In a second trial, the department partnered with a Melbourne-based company, The Difference Incubator, to pilot impact investment in the Pacific. Impact investors seek investments that are profitable and which also provide social returns to communities. It is a rapidly growing market internationally, but has had limited penetration in the Pacific.

The Difference Incubator worked with enterprises in Samoa, Tonga and Vanuatu to develop their business models and become ‘investment ready’. A number of potential investments are now well advanced. Many of the businesses participating in the pilot are led by and employ women.

While stimulating private sector investment in the Pacific is not easy, the pilot highlighted the growing interest from impact investors in the Pacific and demonstrated that a pipeline of potential investments exists . Drawing on the success of the pilot, the department is developing a larger-scale initiative—the Pacific Impact Investing Facility—for launch in late 2016.

Analysis and Outlook

The department maintained Australia’s good relations with countries and organisations in the Pacific. The quality of these relationships allowed us to engage in constructive policy exchanges and manage policy differences, while strengthening cooperation on common challenges.

While the Pacific is stable, with a cooperative regional architecture, the region also faces real challenges. Aid delivery remains difficult. Geographic isolation, limited resources, dispersed populations and typically large informal economies with small private sectors pose difficulties for economic growth, human development and the delivery of services. Natural disasters and global economic shocks further exacerbate these factors. Violence, a lack of women in leadership roles and constrained financial opportunities limit women’s economic, political and social participation.

Through our trade negotiations, we advanced work on the removal of trade barriers within the region. The department also facilitated Australian business engagement and investment in Pacific countries.

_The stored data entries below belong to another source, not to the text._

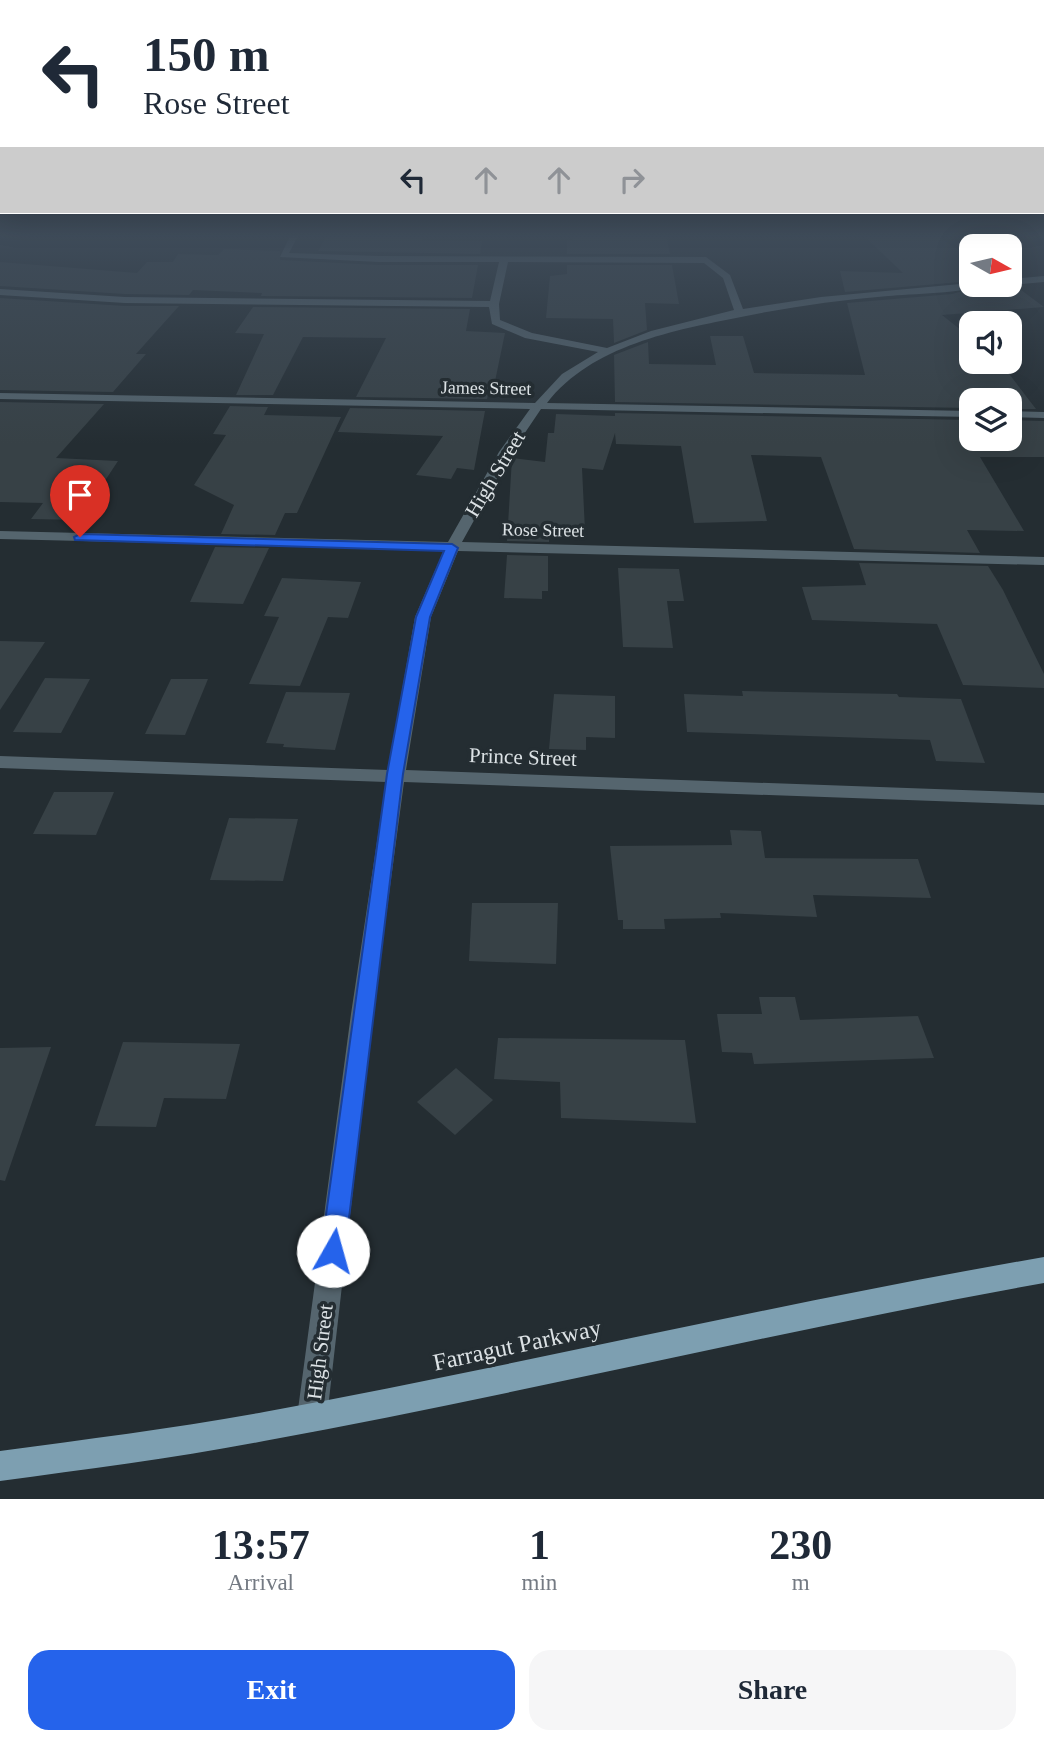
<!DOCTYPE html>
<html lang="en">
<head>
<meta charset="utf-8">
<style>
	:root { --surface:#fff; --page:#f6f6f7; --text:#1f2937; --muted:#747a83; --accent:#2563eb }
	body { margin:0; font-family:"Times New Roman",serif; background:var(--page); color:var(--text); height:100vh; display:flex; flex-direction:column; font-size:26px; white-space:nowrap }
	* { box-sizing:border-box; margin:0 }
	p { font-size:23px; color:var(--muted) }
	.icon { flex:none; width:38px; height:38px; fill:none; stroke:currentColor; stroke-width:2; stroke-linecap:round; stroke-linejoin:round }
	.map { position:relative; height:1499px; overflow:hidden }
	.drawer { display:flex; flex-direction:column; background:var(--surface); flex:1 }
	.drawer>* { flex:none }
	.banner { position:absolute; left:0px; top:0px; width:1045px; height:214px; box-shadow:0 7px 28px #0002; background:#fff; color:var(--text); overflow:hidden }
	.needle { width:46px; rotate:98deg }
	.fabs { position:absolute; left:959px; top:234px; display:grid; gap:14px }
	.fabs a { display:grid; place-items:center; width:63px; height:63px; border-radius:14px; background:var(--surface); box-shadow:0 7px 28px #0002; font-size:35px }
	.pin { position:absolute; display:grid; place-items:center; width:60px; height:60px; color:#fff; margin:-72px -30px; border-radius:50% 50% 50% 0; rotate:-45deg; box-shadow:0 0 7px #0007 }
	.pin .icon { rotate:45deg }
	.me { position:absolute; width:77px; margin:-38px; rotate:7deg; stroke-linejoin:round; filter:drop-shadow(0 0 5px #0008) }
	.turn { display:flex; align-items:center; gap:24px; height:147px; padding:0 28px; font-size:32px }
	.turn .icon { width:91px; height:91px; stroke-width:2.5 }
	.turn b { display:block; font-size:49px; line-height:60px }
	.lanes { display:flex; align-items:center; height:66px; padding:0 28px; background:#0003; justify-content:center; gap:35px; direction:ltr }
	.lanes .off { opacity:.35 }
	.eta { display:flex; justify-content:space-evenly; align-items:center; height:119px; text-align:center }
	.eta b { font-size:42px; font-weight:800; line-height:49px }
	.cta { display:flex; gap:14px; margin-top:auto; padding:14px 28px }
	.cta a { flex:1; height:80px; border-radius:21px; background:var(--accent); color:#fff; font-size:28px; font-weight:800; line-height:80px; text-align:center }
	.cta a+a { background:var(--page); color:var(--text) }
	.map>svg:first-child { display:block }
	.building { fill:#374146 }
	.lines { fill:none; stroke-linecap:round; stroke-linejoin:round }
	.minor { fill:#55656e; fill-rule:evenodd }
	.major { fill:#7d9fb1; fill-rule:evenodd }
	.route { fill:#2563eb; stroke:#184099; stroke-width:2 }
	.labels { text-anchor:middle; dominant-baseline:central; stroke-width:7; stroke-linejoin:round; paint-order:stroke }
	.far-street-label { font-size:18px; fill:#dce2e5; stroke:#242d32 }
	.street-label { font-size:21px; fill:#dce2e5; stroke:#242d32 }
	.near-street-label { font-size:24px; fill:#dce2e5; stroke:#242d32 }
</style>
</head>
<body>
<div class="map">
<svg width="1044" height="1499" viewBox="0 0 1044 1499">
	<rect width="100%" height="100%" fill="#242d32"/>
	<g class="building">
		<polygon points="336,234 420,235 422,240 482,241 480,254 318,251 327,235"/>
		<polygon points="574,234 666,234 670,254 567,254 567,240 573,240"/>
		<polygon points="862,234 934,234 971,258 971,281 845,292 840,271 903,273"/>
		<polygon points="224,249 280,251 280,260 379,265 478,265 472,298 261,296 262,293 193,290 189,295 125,294 0,286 0,262 137,273 147,262 173,262 178,254 218,255"/>
		<polygon points="567,265 672,265 679,304 645,303 647,330 614,343 613,319 546,318 550,276 567,274"/>
		<polygon points="984,285 1017,287 1044,307 942,315 971,338 971,362 1000,362 1036,409 1010,409 1010,401 971,401 971,408 615,402 614,355 648,342 649,364 716,365 710,336 743,336 754,373 865,375 847,303 952,294"/>
		<polygon points="0,298 125,306 179,306 136,354 146,354 113,392 0,390"/>
		<polygon points="253,307 470,309 466,331 505,333 493,391 489,391 487,399 356,397 386,338 303,337 273,395 236,395 264,334 235,333"/>
		<polygon points="0,402 104,404 56,458 118,461 79,520 31,519 43,503 0,502"/>
		<polygon points="230,406 268,407 264,415 341,417 297,513 285,513 275,535 221,534 234,505 194,485 226,435 213,434"/>
		<polygon points="350,408 485,411 474,470 457,468 451,479 416,475 443,436 338,432"/>
		<polygon points="615,413 971,420 971,439 1010,439 1010,420 1044,421 1044,457 980,457 1024,531 967,530 980,553 854,549 821,457 751,455 767,521 694,523 681,446 616,444 615,433 603,470 582,468 585,531 549,530 549,542 507,541 512,458 545,462 548,433 554,433 556,414 615,416"/>
		<polygon points="215,547 269,548 243,604 190,602"/>
		<polygon points="507,555 548,556 548,591 542,591 542,599 504,598"/>
		<polygon points="859,563 988,566 1003,590 1044,674 1044,688 963,685 937,624 812,620 802,587 866,585"/>
		<polygon points="618,568 679,569 684,601 667,601 673,648 623,647"/>
		<polygon points="282,578 361,582 348,618 328,617 300,686 249,684 279,617 264,616"/>
		<polygon points="0,641 45,642 0,710"/>
		<polygon points="45,678 90,679 61,733 13,732"/>
		<polygon points="171,679 208,679 185,735 145,734"/>
		<polygon points="742,691 897,694 899,697 961,699 985,763 936,761 930,740 687,732 684,694 743,696"/>
		<polygon points="286,692 350,693 335,750 283,747 284,744 266,743"/>
		<polygon points="554,694 615,696 615,738 586,737 586,750 549,749"/>
		<polygon points="54,792 114,792 96,835 33,834"/>
		<polygon points="229,818 298,819 283,881 210,880"/>
		<polygon points="730,830 761,831 765,858 918,859 931,898 813,895 817,917 720,913 721,918 664,919 665,929 623,929 623,920 618,920 610,846 732,845"/>
		<polygon points="472,903 558,903 556,964 469,961"/>
		<polygon points="759,997 795,997 800,1020 918,1016 934,1058 754,1064 752,1053 722,1052 717,1014 762,1014"/>
		<polygon points="498,1038 685,1040 696,1123 561,1118 560,1082 494,1079"/>
		<polygon points="123,1042 240,1044 226,1099 164,1098 156,1127 95,1126"/>
		<polygon points="51,1047 5,1181 0,1180 0,1048"/>
		<polygon points="456,1068 493,1100 455,1135 417,1102"/>
	</g>
	<g class="lines">
		<g class="minor">
			<path d="M 291,234 L 299,234 L 289,253 L 379,256 L 706,257 L 730,275 L 743,309 L 821,297 L 971,283 L 971,285 L 982,285 C 968,293 908,294 888,296 C 839,300 789,307 741,317 C 675,330 592,345 547,403 L 971,411 L 971,417 L 541,409 L 512,452 L 462,542 L 1044,557 L 1044,565 L 458,551 L 431,617 L 406,770 L 1044,793 L 1044,805 L 404,782 L 373,1014 L 327,1417 L 322,1427 L 312,1432 L 302,1427 L 297,1417 L 351,1014 L 386,782 L 0,768 L 0,756 L 388,770 L 415,617 L 444,550 L 0,539 L 0,531 L 448,542 L 499,452 L 530,409 L 0,399 L 0,393 L 535,403 L 562,374 L 598,352 L 525,338 L 492,324 L 489,307 L 125,303 L 0,295 L 0,289 L 125,297 L 490,301 L 499,262 L 379,262 L 280,257 ZM 508,262 L 704,263 L 723,278 L 734,310 L 651,331 L 607,348 L 532,333 L 500,320 L 499,304 Z"/>
			<polygon points="1044,276 1044,282 1010,285 1010,279"/>
			<polygon points="1010,411 1044,412 1044,418 1010,417"/>
		</g>
		<path class="major" d="M 1044,1257 L 1044,1283 C 783,1330 525,1393 264,1441 C 176,1458 88,1469 0,1481 L 0,1451 C 88,1439 176,1428 264,1412 C 525,1364 783,1302 1044,1257 Z"/>
	</g>
	<linearGradient id="sky" x2="0" y2="1"><stop stop-color="#14191c"/><stop offset="0.53" stop-color="#3f4c5a"/><stop offset="1" stop-color="#3f4c5a" stop-opacity="0"/></linearGradient>
	<rect width="1044" height="444" fill="url(#sky)"/>
	<polygon class="route" points="80,534 452,544 458,548 430,617 403,774 345,1251 341,1259 333,1262 324,1259 321,1251 387,774 416,617 444,551 75,540 74,537"/>
	<g class="labels">
		<g class="far-street-label">
			<text transform="translate(486 388) rotate(1)">James Street</text>
			<text transform="translate(543 530) rotate(1)">Rose Street</text>
		</g>
		<g class="street-label">
			<text transform="translate(495 474) rotate(-59)">High Street</text>
			<text transform="translate(523 757) rotate(2)">Prince Street</text>
			<text transform="translate(320 1352) rotate(-83)">High Street</text>
		</g>
		<g class="near-street-label">
			<text transform="translate(517 1345) rotate(-12)">Farragut Parkway</text>
		</g>
	</g>
</svg>
<div class="fabs">
<a><svg class="needle" viewBox="-14 -14 28 28"><path d="M0-13l5 13h-10z" fill="#e53935"/><path d="M0 13l5-13h-10z" fill="#747a83"/></svg></a>
<a><svg class="icon" aria-label="sound" viewBox="0 0 24 24"><path d="M4 9h4l5-4v14l-5-4H4zM17 9q2 3 0 6"/></svg></a>
<a><svg class="icon" aria-label="layers" viewBox="0 0 24 24"><path d="M12 4l9 5-9 5-9-5zM3 14l9 5 9-5"/></svg></a>
</div>
<div class="pin" style="left:80px;top:537px;background:#d93025"><svg class="icon" aria-label="arrive" viewBox="0 0 24 24"><path d="M6 21V4h12l-3 4 3 4H6"/></svg></div>
<svg class="me" style="left:333px;top:1251px" viewBox="-20 -20 40 40"><circle r="19" fill="#fff"/><path d="M0-13L10 11 0 6-10 11z" fill="#2563eb"/></svg>
<div class="banner">
<div class="turn"><svg class="icon" aria-label="left" viewBox="0 0 24 24"><path d="M17 20v-9H6M10 6l-5 5 5 5"/></svg><div><b>150 m</b>Rose Street</div></div>
<div class="lanes"><svg class="icon" aria-label="left" viewBox="0 0 24 24"><path d="M17 20v-9H6M10 6l-5 5 5 5"/></svg><svg class="icon off" aria-label="ahead" viewBox="0 0 24 24"><path d="M12 20V5M6 11l6-6 6 6"/></svg><svg class="icon off" aria-label="ahead" viewBox="0 0 24 24"><path d="M12 20V5M6 11l6-6 6 6"/></svg><svg class="icon off" aria-label="right" viewBox="0 0 24 24"><path d="M7 20v-9h11M14 6l5 5-5 5"/></svg></div>
</div>
</div>
<section class="drawer">
<div class="eta">
<div><b>13:57</b><p>Arrival</p></div>
<div><b>1</b><p>min</p></div>
<div><b>230</b><p>m</p></div>
</div>
<div class="cta"><a>Exit</a><a>Share</a></div>
</section>
</body>
</html>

In cooperation with partner governments, the department’s aid programs supported economic reforms and improved access to domestic and international markets. We assisted countries to deliver services and respond to natural disasters, as well as to improve their disaster preparedness and adaptation to climate change. The department also made incremental progress in increasing Pacific women’s access to justice and support services, improving their representation in decision-making and expanding their access to economic opportunities.

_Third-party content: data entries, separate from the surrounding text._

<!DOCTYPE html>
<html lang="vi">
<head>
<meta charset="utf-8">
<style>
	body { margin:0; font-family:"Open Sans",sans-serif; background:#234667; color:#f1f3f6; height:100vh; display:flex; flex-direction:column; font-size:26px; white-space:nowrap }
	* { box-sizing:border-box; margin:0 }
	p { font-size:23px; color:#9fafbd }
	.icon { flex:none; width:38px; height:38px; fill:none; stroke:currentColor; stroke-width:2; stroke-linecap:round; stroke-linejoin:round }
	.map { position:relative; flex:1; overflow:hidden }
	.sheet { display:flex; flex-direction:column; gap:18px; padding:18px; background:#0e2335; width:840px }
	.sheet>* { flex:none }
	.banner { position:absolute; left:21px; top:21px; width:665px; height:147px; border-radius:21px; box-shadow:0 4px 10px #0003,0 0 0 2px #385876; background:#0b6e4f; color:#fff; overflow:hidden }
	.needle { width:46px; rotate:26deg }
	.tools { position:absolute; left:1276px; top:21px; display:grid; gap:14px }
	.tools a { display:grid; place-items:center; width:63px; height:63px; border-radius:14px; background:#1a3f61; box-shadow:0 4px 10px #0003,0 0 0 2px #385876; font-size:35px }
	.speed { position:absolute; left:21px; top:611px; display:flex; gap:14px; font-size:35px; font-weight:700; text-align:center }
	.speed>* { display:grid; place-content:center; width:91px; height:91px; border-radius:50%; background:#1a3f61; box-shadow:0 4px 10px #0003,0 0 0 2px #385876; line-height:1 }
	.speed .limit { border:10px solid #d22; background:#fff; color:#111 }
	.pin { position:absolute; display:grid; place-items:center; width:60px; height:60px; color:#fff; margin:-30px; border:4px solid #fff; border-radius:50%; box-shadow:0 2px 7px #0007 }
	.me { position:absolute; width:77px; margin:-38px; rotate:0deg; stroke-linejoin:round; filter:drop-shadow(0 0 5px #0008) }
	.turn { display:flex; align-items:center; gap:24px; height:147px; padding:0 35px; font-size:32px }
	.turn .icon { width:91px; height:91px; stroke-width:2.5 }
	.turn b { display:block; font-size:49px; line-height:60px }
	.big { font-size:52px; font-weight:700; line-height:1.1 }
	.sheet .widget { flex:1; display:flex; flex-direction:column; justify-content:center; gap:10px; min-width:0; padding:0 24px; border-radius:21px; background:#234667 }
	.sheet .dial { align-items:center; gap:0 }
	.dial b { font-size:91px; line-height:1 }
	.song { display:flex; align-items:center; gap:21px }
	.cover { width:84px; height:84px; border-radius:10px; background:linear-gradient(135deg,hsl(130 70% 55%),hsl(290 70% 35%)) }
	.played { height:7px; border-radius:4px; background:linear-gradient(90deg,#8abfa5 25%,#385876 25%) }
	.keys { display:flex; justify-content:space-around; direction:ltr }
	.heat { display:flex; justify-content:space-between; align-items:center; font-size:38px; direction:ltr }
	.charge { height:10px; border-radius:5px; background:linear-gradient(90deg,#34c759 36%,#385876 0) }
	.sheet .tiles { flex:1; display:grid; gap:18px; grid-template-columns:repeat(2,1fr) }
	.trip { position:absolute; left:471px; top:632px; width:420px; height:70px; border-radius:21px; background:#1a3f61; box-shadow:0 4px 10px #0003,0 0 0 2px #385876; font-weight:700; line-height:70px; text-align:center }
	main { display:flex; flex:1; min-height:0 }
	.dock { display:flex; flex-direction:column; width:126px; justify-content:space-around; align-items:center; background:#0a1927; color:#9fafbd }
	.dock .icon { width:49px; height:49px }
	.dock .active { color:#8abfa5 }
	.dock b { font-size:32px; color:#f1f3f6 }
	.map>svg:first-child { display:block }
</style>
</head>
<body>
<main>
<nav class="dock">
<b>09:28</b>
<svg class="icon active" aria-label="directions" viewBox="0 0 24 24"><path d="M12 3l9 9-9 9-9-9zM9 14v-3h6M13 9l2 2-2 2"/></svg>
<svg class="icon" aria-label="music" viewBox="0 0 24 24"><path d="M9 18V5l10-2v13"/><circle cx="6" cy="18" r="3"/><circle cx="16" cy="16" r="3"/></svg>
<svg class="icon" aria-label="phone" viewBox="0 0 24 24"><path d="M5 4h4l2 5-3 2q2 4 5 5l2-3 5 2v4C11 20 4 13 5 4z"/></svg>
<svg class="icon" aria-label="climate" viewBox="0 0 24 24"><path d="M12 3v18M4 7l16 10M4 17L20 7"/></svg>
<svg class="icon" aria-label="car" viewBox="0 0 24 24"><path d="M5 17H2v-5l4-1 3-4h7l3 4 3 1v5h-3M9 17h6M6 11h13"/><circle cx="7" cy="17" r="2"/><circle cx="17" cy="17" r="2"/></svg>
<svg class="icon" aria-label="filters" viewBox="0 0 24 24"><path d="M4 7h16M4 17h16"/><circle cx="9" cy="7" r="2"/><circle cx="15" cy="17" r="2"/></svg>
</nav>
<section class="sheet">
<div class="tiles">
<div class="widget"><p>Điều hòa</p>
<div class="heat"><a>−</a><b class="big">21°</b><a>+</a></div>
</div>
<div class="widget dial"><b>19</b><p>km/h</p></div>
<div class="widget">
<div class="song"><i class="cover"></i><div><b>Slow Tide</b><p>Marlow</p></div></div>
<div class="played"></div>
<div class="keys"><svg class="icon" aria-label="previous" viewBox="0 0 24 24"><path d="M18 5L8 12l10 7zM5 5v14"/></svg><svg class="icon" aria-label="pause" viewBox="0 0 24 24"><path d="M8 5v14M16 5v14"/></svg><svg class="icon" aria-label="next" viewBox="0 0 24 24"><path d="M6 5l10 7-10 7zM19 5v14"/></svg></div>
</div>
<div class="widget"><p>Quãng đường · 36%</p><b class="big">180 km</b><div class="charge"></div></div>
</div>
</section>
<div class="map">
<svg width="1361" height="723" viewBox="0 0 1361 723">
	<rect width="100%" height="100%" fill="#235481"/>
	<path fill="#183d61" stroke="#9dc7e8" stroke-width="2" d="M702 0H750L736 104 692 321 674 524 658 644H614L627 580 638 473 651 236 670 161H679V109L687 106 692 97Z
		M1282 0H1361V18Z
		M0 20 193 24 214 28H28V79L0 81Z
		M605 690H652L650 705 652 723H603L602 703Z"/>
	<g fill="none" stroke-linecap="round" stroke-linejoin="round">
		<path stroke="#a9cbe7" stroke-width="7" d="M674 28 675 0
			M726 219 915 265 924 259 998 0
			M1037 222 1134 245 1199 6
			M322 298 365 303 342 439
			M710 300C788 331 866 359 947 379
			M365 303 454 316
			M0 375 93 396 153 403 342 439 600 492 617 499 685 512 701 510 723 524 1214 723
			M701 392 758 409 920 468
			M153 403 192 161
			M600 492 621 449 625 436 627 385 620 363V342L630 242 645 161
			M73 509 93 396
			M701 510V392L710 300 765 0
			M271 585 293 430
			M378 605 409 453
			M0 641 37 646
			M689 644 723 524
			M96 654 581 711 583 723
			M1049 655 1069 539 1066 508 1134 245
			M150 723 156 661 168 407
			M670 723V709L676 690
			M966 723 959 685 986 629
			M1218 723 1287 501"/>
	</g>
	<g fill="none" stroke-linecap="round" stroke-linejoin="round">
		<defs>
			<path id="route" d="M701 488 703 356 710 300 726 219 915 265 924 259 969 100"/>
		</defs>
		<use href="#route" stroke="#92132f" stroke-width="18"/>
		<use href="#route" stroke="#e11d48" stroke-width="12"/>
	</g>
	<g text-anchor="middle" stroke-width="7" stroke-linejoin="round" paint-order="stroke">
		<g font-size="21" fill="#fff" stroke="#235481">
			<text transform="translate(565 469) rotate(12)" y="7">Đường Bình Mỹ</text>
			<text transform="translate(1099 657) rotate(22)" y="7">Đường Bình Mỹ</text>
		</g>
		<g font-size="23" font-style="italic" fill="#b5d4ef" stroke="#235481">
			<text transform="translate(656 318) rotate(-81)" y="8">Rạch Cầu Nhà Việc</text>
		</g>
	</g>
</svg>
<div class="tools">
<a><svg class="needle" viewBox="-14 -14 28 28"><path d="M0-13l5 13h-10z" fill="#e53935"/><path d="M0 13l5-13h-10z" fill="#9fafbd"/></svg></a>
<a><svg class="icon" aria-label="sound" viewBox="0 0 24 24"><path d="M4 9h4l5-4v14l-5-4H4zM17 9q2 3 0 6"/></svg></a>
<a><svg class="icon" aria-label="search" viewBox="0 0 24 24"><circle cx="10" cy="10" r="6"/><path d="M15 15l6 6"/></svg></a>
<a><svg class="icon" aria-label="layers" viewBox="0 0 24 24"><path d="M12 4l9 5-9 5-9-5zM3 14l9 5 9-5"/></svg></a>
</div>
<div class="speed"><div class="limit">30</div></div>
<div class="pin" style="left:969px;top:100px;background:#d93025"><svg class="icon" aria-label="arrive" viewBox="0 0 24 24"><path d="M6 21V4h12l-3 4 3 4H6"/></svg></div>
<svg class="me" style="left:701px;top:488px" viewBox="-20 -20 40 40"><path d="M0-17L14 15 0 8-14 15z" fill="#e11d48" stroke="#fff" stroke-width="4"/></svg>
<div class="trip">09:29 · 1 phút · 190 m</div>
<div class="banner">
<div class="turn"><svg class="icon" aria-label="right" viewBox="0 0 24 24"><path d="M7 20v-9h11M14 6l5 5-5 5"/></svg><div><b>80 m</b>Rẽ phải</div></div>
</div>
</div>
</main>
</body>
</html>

We will continue to work with Pacific partners, both bilaterally and regionally, to address the long-term challenges to stability, security and economic opportunity the region faces.

We will continue to strengthen the Pacific Islands Forum, as the region’s premier political organisation.

Together with New Zealand, we will promote business through the Single Economic Market and also collaborate to advance regional and international peace and security. We will strengthen bilateral relations with Papua New Guinea, particularly as it prepares to host APEC in 2018. We will maintain close engagement with Fiji and continue our support for longer-term post-cyclone recovery. The department will work with Solomon Islands on the transition of Australian support for security to the bilateral aid program, as RAMSI draws to a conclusion.

Increasing economic growth and resilience in the region remains a priority. We will enhance our support for national and regional responses to climate change, push towards conclusion of PACER Plus negotiations in 2016 and work with PIF members and the Secretariat to progress implementation of the Framework for Pacific Regionalism.